Segment Open
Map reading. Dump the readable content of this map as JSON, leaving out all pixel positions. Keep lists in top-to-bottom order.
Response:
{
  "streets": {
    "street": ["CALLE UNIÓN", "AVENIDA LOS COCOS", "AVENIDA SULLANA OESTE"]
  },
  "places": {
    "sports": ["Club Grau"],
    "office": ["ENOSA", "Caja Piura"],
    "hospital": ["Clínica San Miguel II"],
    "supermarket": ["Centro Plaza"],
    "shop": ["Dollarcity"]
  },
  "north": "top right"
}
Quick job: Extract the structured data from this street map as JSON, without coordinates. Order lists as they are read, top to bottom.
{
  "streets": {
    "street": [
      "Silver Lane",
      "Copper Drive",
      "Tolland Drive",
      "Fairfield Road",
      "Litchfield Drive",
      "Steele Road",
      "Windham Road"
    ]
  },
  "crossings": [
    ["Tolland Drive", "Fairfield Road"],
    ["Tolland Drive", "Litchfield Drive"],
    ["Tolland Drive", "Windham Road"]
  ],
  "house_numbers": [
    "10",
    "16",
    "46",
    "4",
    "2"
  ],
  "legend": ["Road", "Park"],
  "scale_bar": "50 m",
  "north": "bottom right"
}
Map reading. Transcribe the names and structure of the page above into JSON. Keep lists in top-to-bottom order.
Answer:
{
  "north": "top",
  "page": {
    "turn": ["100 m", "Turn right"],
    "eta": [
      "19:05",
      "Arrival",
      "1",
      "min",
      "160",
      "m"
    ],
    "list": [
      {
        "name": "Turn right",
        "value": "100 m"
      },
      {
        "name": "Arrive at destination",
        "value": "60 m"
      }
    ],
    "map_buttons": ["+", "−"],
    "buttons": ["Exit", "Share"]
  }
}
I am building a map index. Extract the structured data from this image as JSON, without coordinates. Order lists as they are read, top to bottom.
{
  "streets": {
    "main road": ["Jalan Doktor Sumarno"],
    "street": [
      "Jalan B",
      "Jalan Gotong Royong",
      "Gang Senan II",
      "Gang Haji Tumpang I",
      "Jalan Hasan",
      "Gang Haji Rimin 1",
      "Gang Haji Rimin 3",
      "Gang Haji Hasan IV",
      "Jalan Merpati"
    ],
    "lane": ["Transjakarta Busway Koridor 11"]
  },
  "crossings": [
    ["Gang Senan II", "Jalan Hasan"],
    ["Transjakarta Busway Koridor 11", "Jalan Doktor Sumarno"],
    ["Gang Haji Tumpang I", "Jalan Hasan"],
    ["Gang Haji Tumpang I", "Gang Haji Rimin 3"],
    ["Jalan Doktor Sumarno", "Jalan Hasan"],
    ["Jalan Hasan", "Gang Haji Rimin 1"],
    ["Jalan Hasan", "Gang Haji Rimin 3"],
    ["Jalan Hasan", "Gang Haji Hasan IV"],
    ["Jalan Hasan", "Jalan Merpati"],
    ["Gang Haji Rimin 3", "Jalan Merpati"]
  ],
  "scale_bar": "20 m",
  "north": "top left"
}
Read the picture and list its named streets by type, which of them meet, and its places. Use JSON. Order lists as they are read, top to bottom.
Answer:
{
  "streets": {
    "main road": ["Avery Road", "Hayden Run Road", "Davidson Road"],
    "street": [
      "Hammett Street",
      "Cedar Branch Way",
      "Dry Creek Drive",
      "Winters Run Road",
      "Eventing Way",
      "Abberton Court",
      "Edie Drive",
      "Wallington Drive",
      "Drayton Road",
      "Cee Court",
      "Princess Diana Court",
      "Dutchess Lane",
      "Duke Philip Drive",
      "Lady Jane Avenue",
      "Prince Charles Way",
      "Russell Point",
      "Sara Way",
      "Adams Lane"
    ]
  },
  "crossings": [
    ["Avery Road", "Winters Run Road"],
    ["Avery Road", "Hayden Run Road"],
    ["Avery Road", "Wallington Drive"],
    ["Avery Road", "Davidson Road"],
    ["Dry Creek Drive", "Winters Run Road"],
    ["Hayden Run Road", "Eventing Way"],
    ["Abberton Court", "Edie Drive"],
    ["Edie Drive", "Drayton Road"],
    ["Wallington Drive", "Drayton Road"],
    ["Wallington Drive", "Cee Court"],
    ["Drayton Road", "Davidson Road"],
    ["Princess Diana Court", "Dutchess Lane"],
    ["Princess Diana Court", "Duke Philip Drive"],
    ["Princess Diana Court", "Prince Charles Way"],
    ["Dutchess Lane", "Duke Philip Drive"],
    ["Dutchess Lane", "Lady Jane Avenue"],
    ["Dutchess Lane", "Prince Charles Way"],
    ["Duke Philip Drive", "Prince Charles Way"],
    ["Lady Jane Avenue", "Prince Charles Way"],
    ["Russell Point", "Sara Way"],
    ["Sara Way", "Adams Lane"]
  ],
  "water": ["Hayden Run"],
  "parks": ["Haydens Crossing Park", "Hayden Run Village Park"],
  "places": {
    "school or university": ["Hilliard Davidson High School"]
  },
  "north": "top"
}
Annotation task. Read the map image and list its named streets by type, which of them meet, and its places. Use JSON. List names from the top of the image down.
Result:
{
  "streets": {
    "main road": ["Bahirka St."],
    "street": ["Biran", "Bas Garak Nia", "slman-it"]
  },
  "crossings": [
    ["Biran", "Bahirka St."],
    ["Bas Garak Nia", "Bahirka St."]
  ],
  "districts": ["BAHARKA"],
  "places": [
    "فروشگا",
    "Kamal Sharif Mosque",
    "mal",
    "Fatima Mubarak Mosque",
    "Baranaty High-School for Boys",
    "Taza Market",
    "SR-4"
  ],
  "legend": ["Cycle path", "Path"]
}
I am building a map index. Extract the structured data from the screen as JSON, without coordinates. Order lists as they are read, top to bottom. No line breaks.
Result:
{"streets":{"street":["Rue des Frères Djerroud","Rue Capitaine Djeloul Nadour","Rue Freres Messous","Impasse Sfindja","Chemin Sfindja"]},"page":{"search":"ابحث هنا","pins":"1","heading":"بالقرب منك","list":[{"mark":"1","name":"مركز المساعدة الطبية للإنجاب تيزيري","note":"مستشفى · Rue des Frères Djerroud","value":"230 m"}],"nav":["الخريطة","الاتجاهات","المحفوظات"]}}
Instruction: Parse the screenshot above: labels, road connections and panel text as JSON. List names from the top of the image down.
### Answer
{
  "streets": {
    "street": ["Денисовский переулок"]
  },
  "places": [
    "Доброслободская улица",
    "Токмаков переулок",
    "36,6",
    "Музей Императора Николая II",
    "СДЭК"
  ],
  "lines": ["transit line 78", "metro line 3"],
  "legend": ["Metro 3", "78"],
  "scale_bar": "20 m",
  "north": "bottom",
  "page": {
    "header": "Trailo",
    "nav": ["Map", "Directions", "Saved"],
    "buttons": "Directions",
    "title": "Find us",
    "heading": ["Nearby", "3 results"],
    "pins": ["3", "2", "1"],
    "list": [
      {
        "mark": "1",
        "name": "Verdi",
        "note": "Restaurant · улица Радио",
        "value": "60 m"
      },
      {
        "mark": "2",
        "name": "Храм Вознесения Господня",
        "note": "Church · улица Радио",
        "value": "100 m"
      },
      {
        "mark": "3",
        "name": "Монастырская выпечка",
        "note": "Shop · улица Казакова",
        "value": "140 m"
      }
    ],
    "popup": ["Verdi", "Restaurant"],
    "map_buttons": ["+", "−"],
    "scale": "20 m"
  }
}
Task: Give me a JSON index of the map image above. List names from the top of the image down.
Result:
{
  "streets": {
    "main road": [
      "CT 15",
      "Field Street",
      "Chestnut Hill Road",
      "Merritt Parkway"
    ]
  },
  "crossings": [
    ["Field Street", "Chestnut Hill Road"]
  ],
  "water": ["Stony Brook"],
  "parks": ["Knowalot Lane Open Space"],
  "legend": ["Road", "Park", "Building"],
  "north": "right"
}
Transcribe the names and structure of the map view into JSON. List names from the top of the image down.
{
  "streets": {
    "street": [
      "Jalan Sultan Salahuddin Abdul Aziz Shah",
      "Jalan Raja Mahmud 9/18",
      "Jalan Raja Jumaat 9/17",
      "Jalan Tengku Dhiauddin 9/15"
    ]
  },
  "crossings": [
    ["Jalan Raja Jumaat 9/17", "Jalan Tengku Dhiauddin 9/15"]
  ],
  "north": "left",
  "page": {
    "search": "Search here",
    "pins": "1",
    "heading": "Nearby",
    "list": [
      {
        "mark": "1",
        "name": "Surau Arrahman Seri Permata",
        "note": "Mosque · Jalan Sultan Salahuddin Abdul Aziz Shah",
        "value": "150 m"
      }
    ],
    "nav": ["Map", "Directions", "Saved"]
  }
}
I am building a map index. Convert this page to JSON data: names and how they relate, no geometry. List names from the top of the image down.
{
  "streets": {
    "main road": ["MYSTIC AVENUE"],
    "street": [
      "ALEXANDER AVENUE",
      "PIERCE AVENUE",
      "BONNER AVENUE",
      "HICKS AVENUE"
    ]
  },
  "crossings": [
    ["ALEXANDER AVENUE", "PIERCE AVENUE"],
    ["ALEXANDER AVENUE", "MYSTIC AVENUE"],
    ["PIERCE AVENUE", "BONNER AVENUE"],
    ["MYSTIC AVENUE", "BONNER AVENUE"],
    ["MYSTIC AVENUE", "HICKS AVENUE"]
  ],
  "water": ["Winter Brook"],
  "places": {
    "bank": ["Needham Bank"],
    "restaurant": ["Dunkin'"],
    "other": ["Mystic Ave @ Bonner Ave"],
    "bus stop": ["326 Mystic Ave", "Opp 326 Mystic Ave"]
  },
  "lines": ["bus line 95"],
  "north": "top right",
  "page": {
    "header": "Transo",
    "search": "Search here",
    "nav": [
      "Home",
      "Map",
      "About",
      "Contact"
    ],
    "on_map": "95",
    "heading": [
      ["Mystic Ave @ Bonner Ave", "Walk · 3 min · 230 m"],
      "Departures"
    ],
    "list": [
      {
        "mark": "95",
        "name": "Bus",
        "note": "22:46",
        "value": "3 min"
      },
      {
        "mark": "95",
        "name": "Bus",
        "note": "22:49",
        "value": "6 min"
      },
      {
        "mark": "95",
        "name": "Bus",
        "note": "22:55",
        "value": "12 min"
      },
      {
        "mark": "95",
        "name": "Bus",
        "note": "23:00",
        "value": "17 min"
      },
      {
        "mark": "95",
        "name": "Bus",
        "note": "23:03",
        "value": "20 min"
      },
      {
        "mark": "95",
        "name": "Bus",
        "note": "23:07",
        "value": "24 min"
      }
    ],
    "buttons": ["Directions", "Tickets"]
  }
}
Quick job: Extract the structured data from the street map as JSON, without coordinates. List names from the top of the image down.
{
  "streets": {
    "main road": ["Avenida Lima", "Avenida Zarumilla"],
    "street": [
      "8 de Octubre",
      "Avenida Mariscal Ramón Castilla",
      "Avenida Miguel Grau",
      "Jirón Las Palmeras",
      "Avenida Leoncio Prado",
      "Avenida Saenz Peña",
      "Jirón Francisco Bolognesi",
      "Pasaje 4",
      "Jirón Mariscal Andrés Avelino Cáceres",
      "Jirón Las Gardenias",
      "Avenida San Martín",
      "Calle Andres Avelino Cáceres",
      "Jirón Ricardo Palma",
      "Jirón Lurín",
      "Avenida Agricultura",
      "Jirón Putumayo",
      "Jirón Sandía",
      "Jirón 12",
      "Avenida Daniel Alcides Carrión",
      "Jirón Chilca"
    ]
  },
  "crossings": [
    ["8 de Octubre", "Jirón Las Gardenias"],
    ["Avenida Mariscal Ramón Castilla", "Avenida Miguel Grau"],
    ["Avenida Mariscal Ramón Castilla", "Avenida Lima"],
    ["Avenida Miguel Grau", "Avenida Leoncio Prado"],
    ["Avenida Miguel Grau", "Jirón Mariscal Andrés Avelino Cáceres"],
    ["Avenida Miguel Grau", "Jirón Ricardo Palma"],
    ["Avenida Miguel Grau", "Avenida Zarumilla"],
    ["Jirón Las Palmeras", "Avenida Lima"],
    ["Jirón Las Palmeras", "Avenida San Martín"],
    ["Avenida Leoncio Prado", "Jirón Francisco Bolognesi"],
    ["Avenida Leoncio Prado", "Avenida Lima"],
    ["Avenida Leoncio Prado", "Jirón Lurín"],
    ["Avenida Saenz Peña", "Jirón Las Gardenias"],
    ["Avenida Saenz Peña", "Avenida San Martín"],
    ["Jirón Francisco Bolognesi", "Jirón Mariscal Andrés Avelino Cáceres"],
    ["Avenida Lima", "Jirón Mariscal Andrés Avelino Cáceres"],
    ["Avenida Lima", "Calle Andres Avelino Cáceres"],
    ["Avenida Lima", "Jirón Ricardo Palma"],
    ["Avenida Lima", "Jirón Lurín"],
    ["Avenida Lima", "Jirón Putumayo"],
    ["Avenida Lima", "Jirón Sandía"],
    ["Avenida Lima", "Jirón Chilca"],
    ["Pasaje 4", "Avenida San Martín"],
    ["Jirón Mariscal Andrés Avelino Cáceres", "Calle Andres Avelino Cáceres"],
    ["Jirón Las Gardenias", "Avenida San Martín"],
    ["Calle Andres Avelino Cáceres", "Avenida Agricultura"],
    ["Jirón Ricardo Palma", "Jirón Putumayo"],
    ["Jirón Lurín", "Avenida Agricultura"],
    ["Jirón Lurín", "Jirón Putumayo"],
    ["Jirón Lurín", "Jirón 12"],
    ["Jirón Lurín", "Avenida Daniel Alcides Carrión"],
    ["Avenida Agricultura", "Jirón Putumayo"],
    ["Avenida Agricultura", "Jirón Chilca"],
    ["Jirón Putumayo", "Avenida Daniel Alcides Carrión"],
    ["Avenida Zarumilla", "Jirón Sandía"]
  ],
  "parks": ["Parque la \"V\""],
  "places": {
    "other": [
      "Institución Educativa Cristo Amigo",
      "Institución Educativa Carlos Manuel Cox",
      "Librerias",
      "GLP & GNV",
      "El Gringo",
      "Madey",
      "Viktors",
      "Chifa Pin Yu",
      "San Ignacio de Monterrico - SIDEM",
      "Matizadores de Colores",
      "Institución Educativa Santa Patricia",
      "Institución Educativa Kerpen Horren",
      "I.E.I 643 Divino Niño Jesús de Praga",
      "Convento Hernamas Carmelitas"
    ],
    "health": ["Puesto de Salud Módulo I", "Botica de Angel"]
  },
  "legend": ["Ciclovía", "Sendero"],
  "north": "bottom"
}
Segment Closed
WHAT TO WORK ON – In the lines above, locate the string "Dutchess". Copy every line where it occurs.

THE COMPLETED TASK –
      "Dutchess Lane",
    ["Princess Diana Court", "Dutchess Lane"],
    ["Dutchess Lane", "Duke Philip Drive"],
    ["Dutchess Lane", "Lady Jane Avenue"],
    ["Dutchess Lane", "Prince Charles Way"],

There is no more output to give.